_WHAT YOU HAVE TO DO_
Only one stretch of the data below is wanted: the lines from the one with "For a GIS import: Extract" through the one with "I am building", repeated exactly.

_MATERIAL SHOWN_
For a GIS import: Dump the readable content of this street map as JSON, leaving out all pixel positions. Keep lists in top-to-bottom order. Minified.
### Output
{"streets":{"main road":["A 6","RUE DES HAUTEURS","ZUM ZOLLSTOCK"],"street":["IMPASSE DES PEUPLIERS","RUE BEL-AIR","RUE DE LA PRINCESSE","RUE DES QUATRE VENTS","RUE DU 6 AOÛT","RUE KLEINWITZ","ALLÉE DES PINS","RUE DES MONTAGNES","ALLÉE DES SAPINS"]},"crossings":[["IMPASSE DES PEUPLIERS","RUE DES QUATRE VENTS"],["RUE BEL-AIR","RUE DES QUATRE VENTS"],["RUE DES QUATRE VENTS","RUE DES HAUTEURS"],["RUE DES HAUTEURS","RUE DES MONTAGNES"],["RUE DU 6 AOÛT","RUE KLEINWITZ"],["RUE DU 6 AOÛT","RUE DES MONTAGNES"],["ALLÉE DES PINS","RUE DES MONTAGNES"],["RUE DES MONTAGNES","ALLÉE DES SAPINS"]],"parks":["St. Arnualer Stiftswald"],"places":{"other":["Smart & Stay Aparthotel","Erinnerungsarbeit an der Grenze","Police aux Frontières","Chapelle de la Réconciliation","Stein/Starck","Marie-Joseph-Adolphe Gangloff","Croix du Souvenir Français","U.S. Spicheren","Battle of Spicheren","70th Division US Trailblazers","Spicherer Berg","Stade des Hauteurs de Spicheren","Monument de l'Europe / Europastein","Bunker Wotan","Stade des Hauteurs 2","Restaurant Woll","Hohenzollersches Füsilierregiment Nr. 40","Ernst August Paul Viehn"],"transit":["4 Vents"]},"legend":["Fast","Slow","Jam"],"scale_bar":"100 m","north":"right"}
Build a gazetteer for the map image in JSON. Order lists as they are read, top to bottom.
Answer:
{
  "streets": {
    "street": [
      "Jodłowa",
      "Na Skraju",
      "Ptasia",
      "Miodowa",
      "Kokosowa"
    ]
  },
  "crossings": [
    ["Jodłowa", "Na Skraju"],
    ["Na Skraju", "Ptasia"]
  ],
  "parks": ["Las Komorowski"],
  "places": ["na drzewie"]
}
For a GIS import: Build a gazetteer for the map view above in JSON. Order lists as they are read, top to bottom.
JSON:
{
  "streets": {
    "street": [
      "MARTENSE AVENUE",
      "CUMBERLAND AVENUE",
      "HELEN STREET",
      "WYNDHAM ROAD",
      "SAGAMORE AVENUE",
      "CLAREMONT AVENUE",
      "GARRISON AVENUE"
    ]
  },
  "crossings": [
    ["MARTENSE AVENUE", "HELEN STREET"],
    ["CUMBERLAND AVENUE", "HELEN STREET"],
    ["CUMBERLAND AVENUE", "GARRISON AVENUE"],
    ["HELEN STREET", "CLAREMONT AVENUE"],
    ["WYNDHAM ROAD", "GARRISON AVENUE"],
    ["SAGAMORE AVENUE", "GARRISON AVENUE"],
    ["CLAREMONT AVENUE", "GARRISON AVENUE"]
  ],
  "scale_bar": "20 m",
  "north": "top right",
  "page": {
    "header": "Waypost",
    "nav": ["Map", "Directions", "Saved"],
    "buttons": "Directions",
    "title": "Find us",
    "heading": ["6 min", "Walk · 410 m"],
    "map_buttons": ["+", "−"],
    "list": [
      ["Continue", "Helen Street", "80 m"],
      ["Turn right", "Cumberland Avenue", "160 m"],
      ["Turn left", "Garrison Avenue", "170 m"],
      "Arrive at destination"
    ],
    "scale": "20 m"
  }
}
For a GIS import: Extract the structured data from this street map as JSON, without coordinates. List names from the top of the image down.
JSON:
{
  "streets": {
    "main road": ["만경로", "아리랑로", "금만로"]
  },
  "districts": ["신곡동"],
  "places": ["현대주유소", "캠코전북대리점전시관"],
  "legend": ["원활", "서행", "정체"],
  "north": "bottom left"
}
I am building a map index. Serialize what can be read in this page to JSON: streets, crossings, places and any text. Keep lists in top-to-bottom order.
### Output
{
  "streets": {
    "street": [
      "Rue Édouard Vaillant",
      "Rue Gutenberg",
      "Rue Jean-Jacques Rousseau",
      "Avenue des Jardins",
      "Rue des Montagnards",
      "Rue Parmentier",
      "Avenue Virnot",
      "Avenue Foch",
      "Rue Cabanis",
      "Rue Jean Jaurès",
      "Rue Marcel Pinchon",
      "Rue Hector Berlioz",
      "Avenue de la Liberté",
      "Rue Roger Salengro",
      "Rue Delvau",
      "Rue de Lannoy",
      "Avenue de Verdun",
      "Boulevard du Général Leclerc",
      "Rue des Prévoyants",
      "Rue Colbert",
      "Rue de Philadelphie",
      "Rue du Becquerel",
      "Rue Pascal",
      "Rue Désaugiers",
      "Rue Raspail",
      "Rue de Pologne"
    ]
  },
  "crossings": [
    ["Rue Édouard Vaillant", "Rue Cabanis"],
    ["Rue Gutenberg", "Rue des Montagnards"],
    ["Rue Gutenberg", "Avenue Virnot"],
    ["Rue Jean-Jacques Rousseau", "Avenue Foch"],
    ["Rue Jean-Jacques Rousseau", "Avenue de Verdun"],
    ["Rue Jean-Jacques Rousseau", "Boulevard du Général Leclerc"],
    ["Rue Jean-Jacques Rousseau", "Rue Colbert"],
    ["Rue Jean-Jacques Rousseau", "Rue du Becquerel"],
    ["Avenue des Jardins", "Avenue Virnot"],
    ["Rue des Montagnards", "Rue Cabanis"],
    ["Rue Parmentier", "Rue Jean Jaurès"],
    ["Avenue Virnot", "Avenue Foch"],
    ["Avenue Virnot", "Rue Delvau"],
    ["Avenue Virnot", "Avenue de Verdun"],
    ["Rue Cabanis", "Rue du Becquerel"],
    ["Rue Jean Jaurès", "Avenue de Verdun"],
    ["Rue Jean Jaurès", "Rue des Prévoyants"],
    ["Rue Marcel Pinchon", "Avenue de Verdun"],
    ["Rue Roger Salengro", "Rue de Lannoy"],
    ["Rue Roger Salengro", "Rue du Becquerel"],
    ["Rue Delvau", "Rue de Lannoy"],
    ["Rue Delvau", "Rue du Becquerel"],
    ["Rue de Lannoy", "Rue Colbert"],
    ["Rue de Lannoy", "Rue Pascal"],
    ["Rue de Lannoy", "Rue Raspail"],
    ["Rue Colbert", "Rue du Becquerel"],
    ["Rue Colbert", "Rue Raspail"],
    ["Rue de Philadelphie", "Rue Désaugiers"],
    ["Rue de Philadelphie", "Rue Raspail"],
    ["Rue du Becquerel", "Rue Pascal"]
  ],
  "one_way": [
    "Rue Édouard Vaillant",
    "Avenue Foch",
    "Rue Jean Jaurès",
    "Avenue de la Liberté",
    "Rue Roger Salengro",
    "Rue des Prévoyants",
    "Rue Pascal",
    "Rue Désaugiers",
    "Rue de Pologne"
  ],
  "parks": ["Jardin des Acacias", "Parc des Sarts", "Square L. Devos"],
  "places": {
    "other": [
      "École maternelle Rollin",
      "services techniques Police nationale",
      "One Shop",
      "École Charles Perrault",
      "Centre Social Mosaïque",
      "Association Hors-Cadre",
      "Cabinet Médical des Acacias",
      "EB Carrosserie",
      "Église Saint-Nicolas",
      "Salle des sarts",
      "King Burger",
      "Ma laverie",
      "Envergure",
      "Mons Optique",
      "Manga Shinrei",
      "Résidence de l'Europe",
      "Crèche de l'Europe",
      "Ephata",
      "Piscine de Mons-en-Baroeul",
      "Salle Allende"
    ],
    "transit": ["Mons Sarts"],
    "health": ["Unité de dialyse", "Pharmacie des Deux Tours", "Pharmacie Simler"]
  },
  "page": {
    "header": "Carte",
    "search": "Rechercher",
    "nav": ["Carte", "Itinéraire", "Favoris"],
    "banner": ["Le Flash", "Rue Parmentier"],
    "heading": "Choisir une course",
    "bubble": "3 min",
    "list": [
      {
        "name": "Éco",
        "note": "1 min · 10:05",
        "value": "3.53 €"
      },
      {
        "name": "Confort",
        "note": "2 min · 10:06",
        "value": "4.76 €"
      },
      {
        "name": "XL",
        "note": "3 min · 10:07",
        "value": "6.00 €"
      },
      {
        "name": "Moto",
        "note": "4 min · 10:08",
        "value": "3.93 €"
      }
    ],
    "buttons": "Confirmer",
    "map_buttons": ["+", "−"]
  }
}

_ANSWER BELOW_
For a GIS import: Extract the structured data from this street map as JSON, without coordinates. List names from the top of the image down.
JSON:
{
  "streets": {
    "main road": ["만경로", "아리랑로", "금만로"]
  },
  "districts": ["신곡동"],
  "places": ["현대주유소", "캠코전북대리점전시관"],
  "legend": ["원활", "서행", "정체"],
  "north": "bottom left"
}
I am building a map index. Serialize what can be read in this page to JSON: streets, crossings, places and any text. Keep lists in top-to-bottom order.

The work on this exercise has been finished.